Greenspan’s confession made greater headlines, but Welch’s was no less significant. The shareholder value creed – the belief that a company’s primary purpose is to maximise its value for the benefit of external shareholders – was as much a part of the neoliberal ‘intellectual edifice’ as Greenspan’s belief that financial markets are self-correcting. The creed, embodied by Welch and articulated in Alfred Rappaport’s 1986 book Creating Shareholder Value, derived from a very limited understanding of what a firm is. At its heart, the shareholder value philosophy presented firms as comparable to any other economic object that could be owned, traded, invested in and profited from. From this perspective, the price of a firm’s stock was the best and most complete representation of its true value, and satisfying shareholder interests was the overriding goal of management.
This perspective blankly ignores a number of critical aspects of how firms work and succeed."
Davies looks at alternative ways to understand ownership and responsibility, with particular emphasis on the role of employee ownership in Britain. Davies argues that pluralistic ownership concepts are much more suitable for modern needs and in particular for modern corporations where value is mostly intangible, such as people, operational concepts, culture, etc. So far a very interesting read (I haven't completed it yet) and certainly something that needs discussion as we evolve our understanding of what it means to be a corporation.

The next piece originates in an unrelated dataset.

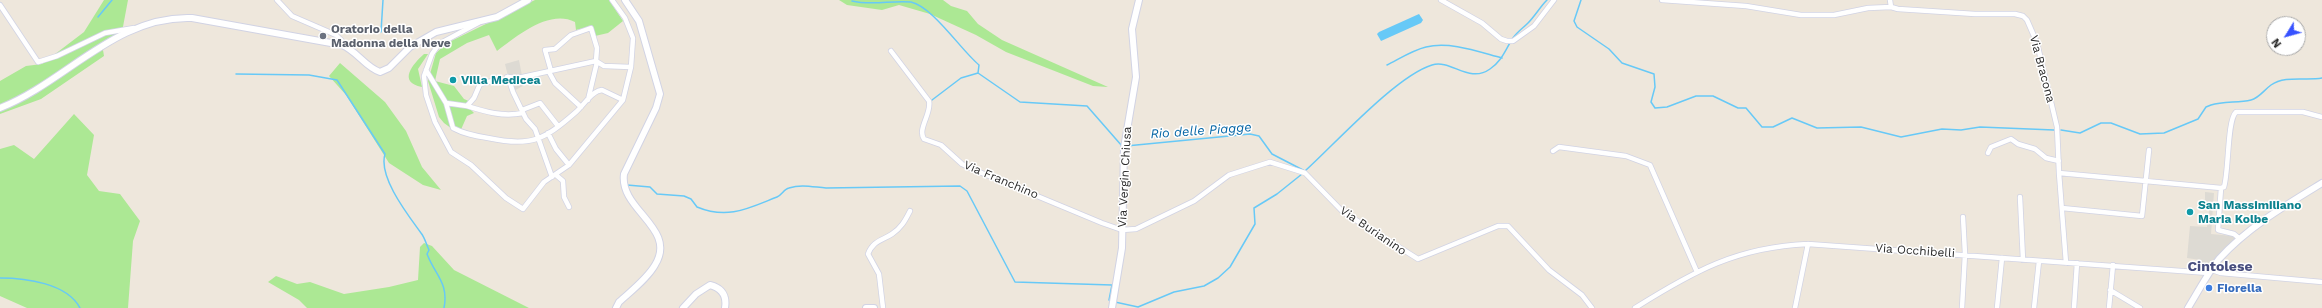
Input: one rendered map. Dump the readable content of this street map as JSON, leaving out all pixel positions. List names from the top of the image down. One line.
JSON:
{"streets":{"street":["Via Bracona","Via Vergin Chiusa","Via Franchino","Via Burianino","Via Occhibelli"]},"crossings":[["Via Bracona","Via Occhibelli"],["Via Vergin Chiusa","Via Franchino"],["Via Vergin Chiusa","Via Burianino"],["Via Franchino","Via Burianino"]],"districts":["Cintolese"],"water":["Rio delle Piagge"],"places":["Oratorio della Madonna della Neve","Villa Medicea","San Massimiliano Maria Kolbe","Fiorella"],"north":"bottom left"}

First of all, we don't know that markets are not self-correcting. The government interferes with commerce so much, we don't know what would happen if it just disppeared. Second, what is a neo-liberal...do you mean socialist? Third, what is pluralistic ownership? If it is what I think it is, how do you prevent the owners of multiple shares from having more say-so?
Posted by: Dianne Schmidley | 09/14/2009 at 02:06 PM
Markets are a creation of government. Governments create the framework by which markets occur (as compared with commerce, which we can define in a much more simplistic manner to include barter, etc.). So to suggest that governments interfere with markets is a nonsense. The argument is interesting, it suggests that an experiment where government involvement with "markets" be eliminated "may" be worthy of a trial. Libertarian ideals aside, I think history shows less regulation as a chimera, similar to non-enforced regulation, aka Madoff, etc.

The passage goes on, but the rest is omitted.